Es wurde ihm jetzt selbst unbehaglich, und er ließ sie wieder los.
»Machen Sie sofort das Licht an« – sie nützte ihren Erfolg aus.
Tatsächlich ging er zum Schalter, und im nächsten Augenblick war die Kabine wieder hell erleuchtet. Außer sich vor Aufregung wandte sie ihm den Rücken zu und schaute durch das kleine Fenster auf den Strom hinaus – plötzlich fuhr sie zusammen.
»Gott sei Dank«, flüsterte sie, »die ›Seabreaker‹.«
Er war neben sie getreten und sah zu seinem Schrecken einen kleinen Dampfer, der mit höchster Fahrt direkt auf sie zu hielt. Einen Augenblick lang war er fassungslos, und diesen Moment benützte sie. Bevor er sie festhalten konnte, war sie durch die Kabinentür gerannt und an die Reling gestürzt. Er konnte sie zwar noch einholen, doch mit der Kraft der Verzweiflung riß sie sich los und sprang ins Wasser.
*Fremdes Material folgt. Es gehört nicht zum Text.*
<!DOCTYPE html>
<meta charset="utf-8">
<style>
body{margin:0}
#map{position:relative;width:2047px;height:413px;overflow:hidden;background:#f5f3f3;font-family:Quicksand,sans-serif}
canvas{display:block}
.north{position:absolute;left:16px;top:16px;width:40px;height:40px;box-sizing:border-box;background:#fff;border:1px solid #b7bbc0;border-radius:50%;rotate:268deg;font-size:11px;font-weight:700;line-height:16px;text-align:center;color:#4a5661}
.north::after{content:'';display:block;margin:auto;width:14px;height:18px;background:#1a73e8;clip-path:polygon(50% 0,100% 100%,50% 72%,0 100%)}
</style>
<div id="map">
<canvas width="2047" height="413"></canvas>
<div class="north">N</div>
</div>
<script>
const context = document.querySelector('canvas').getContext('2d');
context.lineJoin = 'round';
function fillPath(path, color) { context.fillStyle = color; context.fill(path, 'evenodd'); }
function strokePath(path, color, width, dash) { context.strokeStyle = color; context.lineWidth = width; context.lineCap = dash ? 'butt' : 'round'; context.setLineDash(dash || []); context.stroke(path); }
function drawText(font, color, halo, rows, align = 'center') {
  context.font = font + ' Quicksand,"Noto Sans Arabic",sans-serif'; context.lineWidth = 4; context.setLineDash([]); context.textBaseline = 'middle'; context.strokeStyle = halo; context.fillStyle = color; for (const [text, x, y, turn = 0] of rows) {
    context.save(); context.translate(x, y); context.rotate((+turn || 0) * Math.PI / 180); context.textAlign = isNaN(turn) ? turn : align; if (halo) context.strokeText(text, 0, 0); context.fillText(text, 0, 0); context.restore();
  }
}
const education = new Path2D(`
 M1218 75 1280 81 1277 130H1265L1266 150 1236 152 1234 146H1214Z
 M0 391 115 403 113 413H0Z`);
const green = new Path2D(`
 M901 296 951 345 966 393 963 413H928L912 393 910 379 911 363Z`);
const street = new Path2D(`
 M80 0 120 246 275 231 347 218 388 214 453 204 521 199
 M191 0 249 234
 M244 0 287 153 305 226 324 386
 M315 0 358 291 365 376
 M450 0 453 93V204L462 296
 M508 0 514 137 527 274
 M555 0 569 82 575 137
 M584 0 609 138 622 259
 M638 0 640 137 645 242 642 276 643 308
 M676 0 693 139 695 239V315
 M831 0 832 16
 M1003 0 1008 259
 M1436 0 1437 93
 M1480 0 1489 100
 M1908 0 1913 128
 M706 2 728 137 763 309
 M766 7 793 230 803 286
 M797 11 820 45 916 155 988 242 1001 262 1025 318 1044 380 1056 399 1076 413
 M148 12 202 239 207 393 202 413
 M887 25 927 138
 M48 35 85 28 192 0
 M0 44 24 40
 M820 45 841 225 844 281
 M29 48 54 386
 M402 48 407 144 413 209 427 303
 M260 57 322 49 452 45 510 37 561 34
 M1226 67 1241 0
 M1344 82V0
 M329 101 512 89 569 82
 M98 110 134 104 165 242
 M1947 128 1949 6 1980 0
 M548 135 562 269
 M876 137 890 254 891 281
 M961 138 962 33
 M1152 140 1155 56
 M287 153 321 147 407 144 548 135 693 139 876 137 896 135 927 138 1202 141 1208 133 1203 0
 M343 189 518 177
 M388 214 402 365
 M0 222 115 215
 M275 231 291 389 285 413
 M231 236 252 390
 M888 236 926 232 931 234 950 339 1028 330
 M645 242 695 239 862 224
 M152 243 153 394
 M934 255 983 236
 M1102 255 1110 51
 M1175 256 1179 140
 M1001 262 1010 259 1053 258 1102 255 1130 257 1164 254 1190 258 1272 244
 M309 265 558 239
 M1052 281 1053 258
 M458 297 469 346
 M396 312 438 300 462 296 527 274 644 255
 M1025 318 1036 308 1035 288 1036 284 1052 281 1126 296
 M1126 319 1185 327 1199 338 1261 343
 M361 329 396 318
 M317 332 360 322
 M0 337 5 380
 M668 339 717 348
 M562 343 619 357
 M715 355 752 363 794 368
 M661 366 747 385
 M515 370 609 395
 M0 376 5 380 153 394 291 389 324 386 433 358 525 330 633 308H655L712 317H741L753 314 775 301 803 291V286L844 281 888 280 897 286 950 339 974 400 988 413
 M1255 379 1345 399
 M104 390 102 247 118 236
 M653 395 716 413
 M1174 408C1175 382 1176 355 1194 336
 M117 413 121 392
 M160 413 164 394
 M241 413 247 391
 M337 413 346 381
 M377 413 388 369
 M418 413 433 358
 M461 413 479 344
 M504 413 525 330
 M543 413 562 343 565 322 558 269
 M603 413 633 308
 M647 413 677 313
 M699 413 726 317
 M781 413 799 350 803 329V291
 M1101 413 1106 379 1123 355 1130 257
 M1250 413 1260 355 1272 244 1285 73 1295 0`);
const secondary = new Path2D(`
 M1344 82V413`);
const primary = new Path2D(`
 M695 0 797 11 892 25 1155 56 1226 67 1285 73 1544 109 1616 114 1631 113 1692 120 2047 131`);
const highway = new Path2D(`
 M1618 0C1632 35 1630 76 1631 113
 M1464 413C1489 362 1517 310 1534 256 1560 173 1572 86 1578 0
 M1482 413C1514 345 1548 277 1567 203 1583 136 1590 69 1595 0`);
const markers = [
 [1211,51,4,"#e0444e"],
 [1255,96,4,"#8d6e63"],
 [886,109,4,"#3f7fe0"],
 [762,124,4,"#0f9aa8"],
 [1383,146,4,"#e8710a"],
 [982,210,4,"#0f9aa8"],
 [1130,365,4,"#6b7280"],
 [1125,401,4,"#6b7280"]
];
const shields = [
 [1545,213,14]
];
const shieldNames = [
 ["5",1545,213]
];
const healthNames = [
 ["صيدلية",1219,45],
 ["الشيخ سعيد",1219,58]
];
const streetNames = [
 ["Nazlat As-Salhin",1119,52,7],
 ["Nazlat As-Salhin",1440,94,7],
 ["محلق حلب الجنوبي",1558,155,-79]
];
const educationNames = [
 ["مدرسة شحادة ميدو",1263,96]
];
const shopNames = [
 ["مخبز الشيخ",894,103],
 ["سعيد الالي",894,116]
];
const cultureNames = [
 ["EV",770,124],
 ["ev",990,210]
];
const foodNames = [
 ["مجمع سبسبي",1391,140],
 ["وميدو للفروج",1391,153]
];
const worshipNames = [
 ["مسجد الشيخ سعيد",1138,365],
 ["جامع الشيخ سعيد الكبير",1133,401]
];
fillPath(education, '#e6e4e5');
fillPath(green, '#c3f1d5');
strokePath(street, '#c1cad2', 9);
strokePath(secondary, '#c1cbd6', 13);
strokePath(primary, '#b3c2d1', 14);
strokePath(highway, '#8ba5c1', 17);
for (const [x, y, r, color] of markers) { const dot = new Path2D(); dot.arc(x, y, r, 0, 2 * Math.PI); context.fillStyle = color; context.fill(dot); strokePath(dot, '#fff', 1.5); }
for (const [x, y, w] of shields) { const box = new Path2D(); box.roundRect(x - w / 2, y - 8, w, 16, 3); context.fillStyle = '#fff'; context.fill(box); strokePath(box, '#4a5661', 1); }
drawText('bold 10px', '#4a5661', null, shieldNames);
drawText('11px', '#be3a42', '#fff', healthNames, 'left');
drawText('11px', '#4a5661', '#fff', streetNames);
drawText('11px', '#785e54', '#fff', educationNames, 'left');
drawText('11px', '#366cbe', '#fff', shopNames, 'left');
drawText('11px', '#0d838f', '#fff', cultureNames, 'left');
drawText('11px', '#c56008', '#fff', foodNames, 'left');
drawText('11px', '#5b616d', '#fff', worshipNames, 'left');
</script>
Fluchend stand er an der Reling, doch dann sah er die Lichter des Dampfers immer näher kommen – es blieb ihm nichts übrig, als so schnell wie möglich das Weite zu suchen.
Tiger Brown, der das Steuer für einen Augenblick Clinker übergeben hatte, kam gerade auf ihn zu.
»Was ist denn los, zum Teufel?« fragte er.
Helder stieß ihn zur Seite.
»Schnell, wir müssen das Letzte aus der Maschine herausholen. Wenn wir die belgische Küste vor Tagesanbruch erreichen, haben wir es geschafft!«
Nach fünf Minuten drehte er sich wieder um und atmete erleichtert auf. Der Zwischenraum zwischen ihrem Boot und dem verfolgenden Schiff wuchs von Sekunde zu Sekunde, denn die ›Seabreaker‹ hatte beigedreht. Helder zweifelte nicht daran, daß man Boote aussetzte, um nach Verity Bell zu suchen.
22
In der Kabine der ›Seabreaker‹ lag Verity Bell. Sie fühlte sich noch sehr schwach, lächelte aber zufrieden, als sie die Augen aufschlug. Comstock saß neben ihr. Der Dampfer hatte die Fahrtrichtung geändert und fuhr jetzt den Strom hinauf. Gold, der neben dem Kapitän auf der Brücke stand, sprach kein Wort. Er hatte alle Küstenstationen benachrichtigt und war gespannt, ob es noch gelingen würde, das Motorboot aufzuhalten. Auch die französischen und belgischen Küstenstationen waren bereits alarmiert.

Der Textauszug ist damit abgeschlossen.